Exercise objective -
Identify every line in the records below that contains the word "linecap", and reproduce each one.

Records supplied -
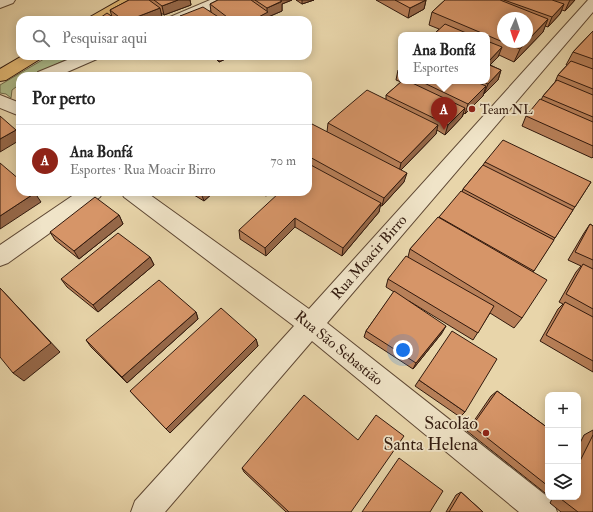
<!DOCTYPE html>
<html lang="pt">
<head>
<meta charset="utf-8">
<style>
  body { margin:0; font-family:"IM FELL Double Pica",serif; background:#f2f2f2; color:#222 }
  .controls { position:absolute; right:12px; bottom:12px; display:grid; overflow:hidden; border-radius:8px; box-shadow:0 2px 10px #0003 }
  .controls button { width:36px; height:36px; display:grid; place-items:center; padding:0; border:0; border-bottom:1px solid #e0e0e0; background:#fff; color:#222; font:20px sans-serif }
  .compass { position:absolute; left:497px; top:12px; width:36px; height:36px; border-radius:50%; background:#fff; box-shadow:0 2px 10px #0003; rotate:183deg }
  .you { position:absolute; left:403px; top:350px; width:14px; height:14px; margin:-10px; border:3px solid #fff; border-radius:50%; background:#1a73e8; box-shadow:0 0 0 6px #1a73e833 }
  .badge { display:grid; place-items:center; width:26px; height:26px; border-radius:50%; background:#8f2418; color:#fff; font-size:13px; font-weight:700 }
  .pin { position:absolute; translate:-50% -33px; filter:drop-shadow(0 1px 2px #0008) }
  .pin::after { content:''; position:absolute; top:21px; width:14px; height:12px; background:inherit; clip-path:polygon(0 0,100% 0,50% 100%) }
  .popup { position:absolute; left:398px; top:32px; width:92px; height:52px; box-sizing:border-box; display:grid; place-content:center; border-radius:8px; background:#fff; filter:drop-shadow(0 1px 3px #0005); font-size:13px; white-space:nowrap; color:#767676 }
  .popup b { font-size:15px; color:#222 }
  .popup::after { content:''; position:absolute; left:50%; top:100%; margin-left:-8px; border:8px solid transparent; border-top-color:#fff }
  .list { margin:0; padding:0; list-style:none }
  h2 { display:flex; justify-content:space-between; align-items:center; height:52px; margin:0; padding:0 16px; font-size:17px }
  h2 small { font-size:13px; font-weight:400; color:#767676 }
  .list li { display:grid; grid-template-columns:26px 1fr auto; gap:12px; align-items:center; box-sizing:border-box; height:72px; padding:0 16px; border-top:1px solid #e0e0e0 }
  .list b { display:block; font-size:15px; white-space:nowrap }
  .list p { margin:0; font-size:13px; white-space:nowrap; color:#767676 }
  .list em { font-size:13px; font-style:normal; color:#767676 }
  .icon { flex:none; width:22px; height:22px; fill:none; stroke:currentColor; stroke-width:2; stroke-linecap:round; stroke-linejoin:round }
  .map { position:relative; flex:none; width:593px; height:512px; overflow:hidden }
  .search { position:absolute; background:#fff; box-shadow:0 2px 10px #0003; left:16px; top:16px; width:296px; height:44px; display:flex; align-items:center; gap:10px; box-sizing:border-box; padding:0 14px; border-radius:12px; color:#767676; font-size:15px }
  .panel { position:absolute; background:#fff; box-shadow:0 2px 10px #0003; left:16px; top:72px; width:296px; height:124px; border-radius:12px }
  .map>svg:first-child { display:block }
</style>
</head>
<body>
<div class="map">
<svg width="593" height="512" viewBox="0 0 593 512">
  <rect width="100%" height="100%" fill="#e8d5aa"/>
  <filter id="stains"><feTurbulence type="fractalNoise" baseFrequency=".005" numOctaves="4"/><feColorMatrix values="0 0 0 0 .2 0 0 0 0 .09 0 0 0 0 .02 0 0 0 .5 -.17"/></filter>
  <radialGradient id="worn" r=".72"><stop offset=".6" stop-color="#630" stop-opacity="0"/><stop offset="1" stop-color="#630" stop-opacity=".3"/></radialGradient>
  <!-- green -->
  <path fill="#b0be8c" stroke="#706c4c" d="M49,56H74L31,76H20V84L12,90L11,98L6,94L0,93V85Z"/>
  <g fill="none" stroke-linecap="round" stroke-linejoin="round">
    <!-- minor casing -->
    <g stroke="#5f4834" stroke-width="2">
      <g id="minor">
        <path d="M0,0H15L13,3L0,8Z"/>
        <path d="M210,0H229L227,3L188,20H168L170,17Z"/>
        <path d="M588,0H593V12L327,323L553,501L557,512H519L312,341L165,512H131L135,501L294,326L124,197L121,192H146L309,309Z"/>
        <path d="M77,56H99L97,59L58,76H36L38,72Z"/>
        <path d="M0,95L20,103V116L0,108Z"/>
        <path d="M78,192H103L100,197L8,263L0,266V245Z"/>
      </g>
    </g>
    <!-- major casing -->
    <g stroke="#31190d" stroke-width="2">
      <g id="major">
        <path d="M120,0H137L135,3L106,20H88L90,17Z"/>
        <path d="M22,56H42L40,59L6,80L0,81V69Z"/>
      </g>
    </g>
    <!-- minor -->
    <use href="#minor" fill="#f0e4c8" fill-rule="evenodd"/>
    <!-- major -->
    <use href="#major" fill="#e4ba75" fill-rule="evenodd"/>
  </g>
  <!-- wall -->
  <g fill="#b88059" stroke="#31190d">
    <path d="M129,0H190L191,5L164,15L161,13L162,17L155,20H97L112,17L110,10Z"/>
    <path d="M218,0H292L282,4V11L268,17V20H181L180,16L211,12L210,4Z"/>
    <path d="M296,0H314L302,4Z"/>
    <path d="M376,0H426L424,9L408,18Z"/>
    <path d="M445,0H575L565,11L562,10L560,14L548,27L545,26L543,32L514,62L499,55L498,57L490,65L501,70L498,80L484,94V93L483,96L465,114L464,113L462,117L445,135L437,130L436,134L401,170L404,182L382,206H380L379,212L342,256L295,227L266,256L240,239L239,230L308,192V128L327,132L328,123L386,99V95L401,82L396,80L398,70L401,68V81H487V35H433L439,29L429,25L432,12Z"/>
    <path d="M593,31V157L592,158L522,126L526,116L541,100L543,96L555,82L558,75L567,65H566L573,52Z"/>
    <path d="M213,56H232L219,62Z"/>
    <path d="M485,162L591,182L533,272L522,318L514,328L490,313L473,340L409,301L442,333L413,369L364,337L366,331L394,292L386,287L388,279L408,257L410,249L462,192L463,189L483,165Z"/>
    <path d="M189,192H214L204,201Z"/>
    <path d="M258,192H271L266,196Z"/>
    <path d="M119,215L123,224L79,259L55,240L50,232Z"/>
    <path d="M590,224L593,226V372L540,341L558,309L563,304L559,302L576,272L581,266L568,260L584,233Z"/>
    <path d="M150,257L154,265L98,312L67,287L61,279Z"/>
    <path d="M196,312L198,319L127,383L91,347L86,340Z"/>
    <path d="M256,339L258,346L170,433L130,391Z"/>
    <path d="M419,380L465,412L460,417L415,386Z"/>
    <path d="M497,391L548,428V492L545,493L467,431L491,396Z"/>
    <path d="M593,430V512H561L550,503L553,497H578V447L584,435Z"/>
    <path d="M242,468L351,512H286L244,472Z"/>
    <path d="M461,492L483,512H446L456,495Z"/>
  </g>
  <!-- shaded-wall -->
  <g fill="#966849" stroke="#31190d">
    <path d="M178,0H190L191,5L164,15L162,6Z"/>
    <path d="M281,0H292L282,4V11L268,17V20H253L267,12V8L281,2Z"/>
    <path d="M302,0H314L302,4Z"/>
    <path d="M426,0L424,9L408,18L410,8Z"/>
    <path d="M570,0H575L565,11L569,2Z"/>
    <path d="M564,4L560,14L548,27L552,17Z"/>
    <path d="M160,8L162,17L155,20H129Z"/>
    <path d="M548,19L543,32L514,62L520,49Z"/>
    <path d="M502,47L498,57L487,68V64L488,62Z"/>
    <path d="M218,56H232L219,62Z"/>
    <path d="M501,70L498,80L484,94L488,84Z"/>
    <path d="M486,86L483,96L465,114L468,104Z"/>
    <path d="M465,108L462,117L445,135L448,125Z"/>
    <path d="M438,125L436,134L399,172L401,163Z"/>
    <path d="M16,130L20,137V140L0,152V139Z"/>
    <path d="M407,173L404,182L382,206L384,198Z"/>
    <path d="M202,192H214L204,201L201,193Z"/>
    <path d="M266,192H271L266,196Z"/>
    <path d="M35,193L41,202L0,229V216Z"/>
    <path d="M381,203L379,212L342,256L343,248Z"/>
    <path d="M119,215L123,224L79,259L74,251Z"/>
    <path d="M295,218V227L266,256L265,248Z"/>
    <path d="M150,257L154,265L98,312L93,305Z"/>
    <path d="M0,288L60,352L24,381L13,373Z"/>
    <path d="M196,312L198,319L127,383L122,377Z"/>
    <path d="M446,326L442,333L413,369L416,363Z"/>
    <path d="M256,339L258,346L170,433L166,429Z"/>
  </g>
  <!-- building -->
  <g fill="#d69568" stroke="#31190d">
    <path d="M129,0H149L160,8L129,20H123L110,10Z"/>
    <path d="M154,0H178L162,6Z"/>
    <path d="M218,0H251L268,12L253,20H231L210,4Z"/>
    <path d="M255,0H280L282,1L267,8Z"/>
    <path d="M395,0H426L410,8Z"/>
    <path d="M445,0H500L548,19L527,41V18H503V42L432,12Z"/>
    <path d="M504,0H552L564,4L552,17Z"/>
    <path d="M203,7L223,20H184L180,16Z"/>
    <path d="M107,13L117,20H97Z"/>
    <path d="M176,18L178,20H171Z"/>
    <path d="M445,24L471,35H433Z"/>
    <path d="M593,31V59L573,52Z"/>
    <path d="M487,41L502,47L488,62L487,61Z"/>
    <path d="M503,42H526L520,49Z"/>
    <path d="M571,61L593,69V89L558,75Z"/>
    <path d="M487,64L501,70L488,84L480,81H487Z"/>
    <path d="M401,68V72L398,70Z"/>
    <path d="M557,80L593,95V117L543,96Z"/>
    <path d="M402,81H408L465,108L448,125L386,95Z"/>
    <path d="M420,81H474L486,86L468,104Z"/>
    <path d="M367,90L438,125L401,163L328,123Z"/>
    <path d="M540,99L593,122V146L526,116Z"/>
    <path d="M0,116L16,130L0,139Z"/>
    <path d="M312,124L407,173L384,198L308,156V128Z"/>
    <path d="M503,140L591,182L575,207L485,162Z"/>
    <path d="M0,163L20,180V192H34L35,193L0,216Z"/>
    <path d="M309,164L381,203L343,248L295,218L265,248L239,230L280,192H308V165Z"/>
    <path d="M483,165L573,210L555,238L463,189Z"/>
    <path d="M461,191L554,240L534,271L439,217Z"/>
    <path d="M95,197L119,215L74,251L50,232Z"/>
    <path d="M438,217L547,280L522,318L410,249Z"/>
    <path d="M590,224L593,226V260L575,252Z"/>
    <path d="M118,233L150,257L93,305L61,279Z"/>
    <path d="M406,256L494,306L478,333L388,279Z"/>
    <path d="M583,264L593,269V309L566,294Z"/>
    <path d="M159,280L196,312L122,377L86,340Z"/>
    <path d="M0,288L51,343L13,373L0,357Z"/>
    <path d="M394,291L446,326L416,363L366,331Z"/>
    <path d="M565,302L593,317V361L546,335Z"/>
    <path d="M221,308L256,339L166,429L130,391Z"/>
    <path d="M452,331L497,359L465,412L419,380Z"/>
    <path d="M497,391L548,428V486L472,426Z"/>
    <path d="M304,395L358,440L376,415L404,436L351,512H289L242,468Z"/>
    <path d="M593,435V512H578L561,499L562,497H578V465Z"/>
    <path d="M399,458L443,491L430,512H362Z"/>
    <path d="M461,492L483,512H449Z"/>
  </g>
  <!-- markers -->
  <g fill="#8f2418" stroke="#f0e4c8" stroke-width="1.5">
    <circle cx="472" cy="109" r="4"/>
    <circle cx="486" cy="433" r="4"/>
  </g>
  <g text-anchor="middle" stroke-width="3.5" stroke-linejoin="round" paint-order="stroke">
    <!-- far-poi labels -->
    <g font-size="13" fill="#31190d" stroke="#f0e4c8" text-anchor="start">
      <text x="480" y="114">Team NL</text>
    </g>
    <!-- street labels -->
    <g font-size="15" fill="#31190d" stroke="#f0e4c8">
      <text transform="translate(369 257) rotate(-49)" y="5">Rua Moacir Birro</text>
      <text transform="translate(339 348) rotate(39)" y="5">Rua São Sebastião</text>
    </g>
    <!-- near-poi labels -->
    <g font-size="18" fill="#31190d" stroke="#f0e4c8" text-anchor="end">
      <text x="478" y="429">Sacolão<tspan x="478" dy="21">Santa Helena</tspan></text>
    </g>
  </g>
  <rect width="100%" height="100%" filter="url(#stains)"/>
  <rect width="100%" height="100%" fill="url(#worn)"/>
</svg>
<div class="controls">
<button>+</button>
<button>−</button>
<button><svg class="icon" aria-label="layers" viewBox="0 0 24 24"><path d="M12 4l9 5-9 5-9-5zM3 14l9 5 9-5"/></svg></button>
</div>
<svg class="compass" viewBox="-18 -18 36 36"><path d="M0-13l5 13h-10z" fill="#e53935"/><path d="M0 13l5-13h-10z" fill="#767676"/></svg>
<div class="you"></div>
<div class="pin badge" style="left:444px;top:130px">A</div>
<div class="popup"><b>Ana Bonfá</b>Esportes</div>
<div class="search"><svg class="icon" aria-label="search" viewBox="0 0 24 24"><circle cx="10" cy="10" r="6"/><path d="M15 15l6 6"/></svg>Pesquisar aqui</div>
<section class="panel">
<h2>Por perto<small></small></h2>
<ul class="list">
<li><span class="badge">A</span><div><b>Ana Bonfá</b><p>Esportes · Rua Moacir Birro</p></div><em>70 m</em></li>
</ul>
</section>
</div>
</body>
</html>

Your response -
  .icon { flex:none; width:22px; height:22px; fill:none; stroke:currentColor; stroke-width:2; stroke-linecap:round; stroke-linejoin:round }
  <g fill="none" stroke-linecap="round" stroke-linejoin="round">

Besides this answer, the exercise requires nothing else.